Are Bloggers Selling Out?

Billmon of Whiskey Bar has an op-ed in today's LA Times, Blogging Sells, and Sells Out. He argues that blogads and their financial gain to bloggers will result in them being controlled and co-opted by the same mainstream media from which they pride themselves on being different. As the money and media attention goes to a handful of top bloggers, the rest will get lost in the shuffle:

Even as it collectively achieves celebrity status for its anti-establishment views, blogging is already being domesticated by its success. What began as a spontaneous eruption of populist creativity is on the verge of being absorbed by the media-industrial complex it claims to despise.

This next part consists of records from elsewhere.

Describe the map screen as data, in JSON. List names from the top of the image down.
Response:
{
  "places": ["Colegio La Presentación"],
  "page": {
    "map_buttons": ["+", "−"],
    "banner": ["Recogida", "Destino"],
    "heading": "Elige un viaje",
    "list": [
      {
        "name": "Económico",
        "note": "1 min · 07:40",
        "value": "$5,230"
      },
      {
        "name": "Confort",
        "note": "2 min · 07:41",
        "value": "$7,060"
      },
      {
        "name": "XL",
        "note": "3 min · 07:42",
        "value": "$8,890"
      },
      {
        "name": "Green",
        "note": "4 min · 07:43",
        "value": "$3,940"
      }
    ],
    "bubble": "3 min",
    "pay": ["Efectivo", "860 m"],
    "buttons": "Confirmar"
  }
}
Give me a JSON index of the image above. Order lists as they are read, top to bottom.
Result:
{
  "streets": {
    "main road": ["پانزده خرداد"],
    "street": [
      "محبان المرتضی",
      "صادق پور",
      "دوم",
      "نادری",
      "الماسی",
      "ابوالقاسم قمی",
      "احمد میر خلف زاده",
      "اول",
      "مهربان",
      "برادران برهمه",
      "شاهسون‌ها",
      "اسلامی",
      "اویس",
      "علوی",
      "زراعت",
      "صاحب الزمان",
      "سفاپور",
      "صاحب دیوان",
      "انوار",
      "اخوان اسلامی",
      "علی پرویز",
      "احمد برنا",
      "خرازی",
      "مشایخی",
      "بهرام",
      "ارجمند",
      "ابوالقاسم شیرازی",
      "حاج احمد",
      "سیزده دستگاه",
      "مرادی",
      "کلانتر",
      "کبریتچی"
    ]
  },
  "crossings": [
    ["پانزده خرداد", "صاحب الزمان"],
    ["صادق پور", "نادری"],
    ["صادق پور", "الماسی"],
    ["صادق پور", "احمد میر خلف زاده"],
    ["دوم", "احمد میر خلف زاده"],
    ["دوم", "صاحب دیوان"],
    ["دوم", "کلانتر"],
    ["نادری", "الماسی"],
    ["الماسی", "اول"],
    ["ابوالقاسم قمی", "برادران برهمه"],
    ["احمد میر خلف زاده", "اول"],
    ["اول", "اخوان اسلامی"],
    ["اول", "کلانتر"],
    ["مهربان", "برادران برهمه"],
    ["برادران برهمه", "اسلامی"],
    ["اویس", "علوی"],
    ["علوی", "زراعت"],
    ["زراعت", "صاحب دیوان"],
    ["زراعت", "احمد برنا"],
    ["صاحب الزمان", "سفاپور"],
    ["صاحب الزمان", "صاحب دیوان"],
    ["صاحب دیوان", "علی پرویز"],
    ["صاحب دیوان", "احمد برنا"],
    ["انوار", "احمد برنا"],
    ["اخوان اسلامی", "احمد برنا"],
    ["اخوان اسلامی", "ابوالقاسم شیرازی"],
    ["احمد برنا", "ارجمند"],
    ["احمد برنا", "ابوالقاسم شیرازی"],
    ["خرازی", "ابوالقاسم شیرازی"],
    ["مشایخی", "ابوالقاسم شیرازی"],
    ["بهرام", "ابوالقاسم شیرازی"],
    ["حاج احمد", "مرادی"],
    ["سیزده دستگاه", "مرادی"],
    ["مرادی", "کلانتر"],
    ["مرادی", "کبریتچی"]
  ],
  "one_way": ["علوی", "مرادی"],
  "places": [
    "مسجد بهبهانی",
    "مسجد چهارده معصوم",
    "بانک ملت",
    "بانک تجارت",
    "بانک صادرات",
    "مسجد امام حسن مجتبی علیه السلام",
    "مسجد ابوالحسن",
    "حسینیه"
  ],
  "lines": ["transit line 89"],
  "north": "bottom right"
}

In the process, a charmed circle of bloggers — those glib enough and ideologically safe enough to fit within the conventional media punditocracy — is gaining larger audiences and greater influence. But the passion and energy that made blogging such a potent alternative to the corporate-owned media are in danger of being lost, or driven back to the outer fringes of the Internet.

....That world of inspired amateurs still exists, but it's rapidly being overshadowed by the blogosphere's potential for niche marketing. Ad dollars are flowing into the blogosphere. And naturally, most are going to the A-list blogs. As media steer readers toward the top blogs, the temptation to sell out to the highest bidder could become irresistible, and the possibility of making it in the marketplace as an independent blogger increasingly theoretical.

I have to say, I don't see any difference--not even a tempering of tone--by Daily Kos, Instapundit or Atrios, whom I consider the big three independent, non-media affiliated bloggers. While TalkLeft's readership doesn't come close to their's, it is in the top 50 or so political blogs, and it carrys ads, and I don't think either the increase in readership the past few months or the blogads have made a difference in my writing.

Where I think Billmon is correct is in his prediction that increasingly there will be an upper tier with readership numbers in the stratosphere, and that those bloggers will be the ones that the mainstream media brings in-house and hires as bloggers, columnists and on-air pundits.

I wonder how many bloggers would quit their day jobs to blog full time. For many of us, for example, professors, lawyers, political strategists and economists, it's our day jobs that provide us with context to the political events that we end up blogging about.

Is it different for free-lance journalist bloggers and student bloggers aspiring to be writers and journalists? I suspect very much so. Also, more and more reporters are blogging, so its getting difficult to tell who is a blogger and who is a reporter writing a blog on the side--using material that didn't or wouldn't fit in his or her day job's publication. I have no idea what percentage they comprise of political bloggers, but I think it's growing.

I don't know where I'm going with this other than to say I think ads on blogs are fine. I appreciate the dollars it brings in. But for ads and reader contributions, I wouldn't have been able to cover the conventions in Boston and New York. Also, knowing that individual readers contribute dollars, and political campaigns and activist groups think enough of TalkLeft's place in the blogosphere to take out ads, makes me feel like I am contributing to the dicussion out there and perhaps even helping frame the discussion on the admittedly limited number of topics covered on TalkLeft.

As to what other bloggers think (a roundup from Memeorandum):

Digby weighs in on the issue. So does Professor Bainbridge:

As long as blogging is cheap and smart people derive utility from having their own little space on the web, blogging will remain a big tent phenomenon with room for both commercial types and a vibrant grassroots.

Kevin Drum, who was one of the first bloggers to fold his site into a media publication, tends to agree with Billmon. Ed Cone says:

I think the key to the lasting relevance of blogs lies in numbers: as the big ones get coopted, new voices will fill the space they vacate. Independent voices will be heard, because we will get bored with the new establishment. Crunch all you want, we'll make more.